Babel Med Music ha invaso per il dodicesimo anno consecutivo i Dock Des Suds di Marsiglia con il suo formato di fiera – festival. Tre giornate dedicate alle musiche del mondo, con incontri, convegni, proiezioni, showcase; e altrettante serate piene di concerti, con gli artisti provenienti da 23 paesi diversi a mescolare in 31 show suoni tradizionali ed elettronica, spirito rock apolide e canzone virata alle spezie sonore dei continenti di provenienza.

Sono gli appuntamenti serali, va da sé, a richiamare il maggior numero di spettatori, i momenti in cui il popolo dei delegati e degli addetti ai lavori si fonde con chi paga il biglietto per scoprire, curiosare, toccare con mano nuove realtà o ritrovare vecchie conoscenze. È una dimensione importante, per la missione del festival: chi è qui per valutare la qualità degli artisti e la loro originalità al fine di concludere accordi per tournée e altri festival ha anche la possibilità di vedere che effetto facciano gruppi, dj, cantautori e bande sugli spettatori.

Sotto questo profilo, a sedurre l’audience sono stati in prima battuta i freschi musicisti e cantanti maliani del Bamba Wassoulou Groove, ma non per questo in soggezione rispetto alle celebrità che il paese sta seminando per il mondo. Il progetto è fresco e originale, con incursioni nel falsetto del cantante Ousmane Diakité.

ravolgente anche il set dei Saodaj, in arrivo dalla Réunion con un chiodo fisso: far conoscere e al tempo stesso rinnovare la maloya, la musica popolare meno conosciuta del connazionale séga ma altrettanto ricca di spunti per la contaminazione. Tutto sotto la guida della splendida voce di Marie Lanfroy, con il contrappunto quasi sciamanico del canto maschile.

Buone notizie anche da Capo Verde, con la poco più che ventenne Elida Almeida a spasso tra morna e swing, coladeira e squarci di soul graffiante alla Aretha Franklin. La galleria di voci femminili in ascesa include María Símoglou, greca residente a Marsiglia che rilancia canzoni d’inizio Novecento ripescate nel patrimonio popolare di Smirne, nonché il blues latino di Alejandra Ribera.

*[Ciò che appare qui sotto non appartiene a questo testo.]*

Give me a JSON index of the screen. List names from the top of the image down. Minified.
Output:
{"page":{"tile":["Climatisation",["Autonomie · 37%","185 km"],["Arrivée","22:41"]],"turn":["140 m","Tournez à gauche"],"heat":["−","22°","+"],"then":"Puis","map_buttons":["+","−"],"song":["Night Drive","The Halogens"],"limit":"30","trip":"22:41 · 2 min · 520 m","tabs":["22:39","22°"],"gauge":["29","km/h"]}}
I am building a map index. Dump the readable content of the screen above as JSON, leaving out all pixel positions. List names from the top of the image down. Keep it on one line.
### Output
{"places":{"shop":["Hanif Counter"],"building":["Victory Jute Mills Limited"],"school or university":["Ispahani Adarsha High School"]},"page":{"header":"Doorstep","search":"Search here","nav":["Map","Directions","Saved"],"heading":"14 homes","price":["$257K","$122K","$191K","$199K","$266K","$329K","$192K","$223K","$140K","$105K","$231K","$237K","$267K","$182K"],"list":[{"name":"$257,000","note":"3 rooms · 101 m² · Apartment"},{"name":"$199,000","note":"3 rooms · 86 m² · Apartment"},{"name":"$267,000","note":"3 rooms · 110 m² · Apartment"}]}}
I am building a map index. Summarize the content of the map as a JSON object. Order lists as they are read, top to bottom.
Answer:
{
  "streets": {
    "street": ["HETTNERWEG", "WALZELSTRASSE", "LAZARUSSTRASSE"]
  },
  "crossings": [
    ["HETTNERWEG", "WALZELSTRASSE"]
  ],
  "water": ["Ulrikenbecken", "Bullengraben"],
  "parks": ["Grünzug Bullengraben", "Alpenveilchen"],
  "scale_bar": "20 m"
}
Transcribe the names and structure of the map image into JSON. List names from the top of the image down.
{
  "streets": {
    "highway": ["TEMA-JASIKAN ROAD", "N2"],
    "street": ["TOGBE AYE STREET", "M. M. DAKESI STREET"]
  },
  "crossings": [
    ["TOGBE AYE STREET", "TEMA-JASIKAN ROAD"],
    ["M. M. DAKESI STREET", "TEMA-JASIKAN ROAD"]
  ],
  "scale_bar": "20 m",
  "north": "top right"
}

Un po’ dappertutto, si sa, la parola d’ordine è da qualche anno a questa parte «progetto». Se ne fregiano in tanti, troppi, va detto; progetti personali e collettivi, paralleli e così via. C’è però chi ha ragione di adoperare l’altisonante denominazione. A Babel Med 2016, vera progettualità l’hanno espressa sul palco gli scozzesi Breabach, con un prezioso tessuto folk intriso di swing portato in dote dal contrabbasso; i francesi Turbo Sans Visa, capaci di far girare senza intoppi la storica voce bretone di Erik Marchand, i ritmi elletro balcanici di Dj Wonderbraz, il rap di K-Smile con la simpatia contagiosa della vocalist Marion Gwenn.

Progetto vero è anche quello dell’unica griffe italiana in cartellone, Kalàscima, sempre più sicuri nel loro mélange di elettronica e radici salentine, denunciato a inizio show: «per noi la tradizione non è un museo». Altrove (La Gallera Social Club dal Venezuela, 7 Son @To dalla Guadalupa) la strada sembra ancora lunga. Per quanto concerne la città ospitante, Marsiglia è la base operativa dei Temenik Electric, che confermano dal vivo gli enormi progressi messi in mostra con il secondo album, Inch’Allah Baby, esplicito fin dal titolo nel gioco di sponda tra suoni africani, in particolare blues desertico, e vocazione rock’n’roll.

Il materiale inciso ad Avignone è stato ottimizzato agli studi Real World di Bath da Justin Adams e la voce di Mehdi Haddjeri è giunta alla piena maturazione. Produttore del gruppo più importante nella storia dell’hip hop cittadino, gli I.A.M., Imothep si è dal canto suo cimentato in un intenso viaggio dub notturno.

Tra gli incontri pomeridiani non poteva mancare uno sguardo verso l’emergenza migrazioni. Coordinati dallo European Forum of Worldwide Music Festival, gli esponenti dei principali happening del settore si sono interrogati sul proprio ruolo. Il punto non è sensibilizzare il pubblico di nicchia, già attento, ma farsi promotori di iniziative verso l’esterno, dalla raccolta di strumenti per i campi profughi ai programmi di formazione per i bambini, fino agli spazi da offrire alle prime formazioni che un po’ dappertutto stanno timidamente nascendo nelle tendopoli e nei centri d’ospitalità.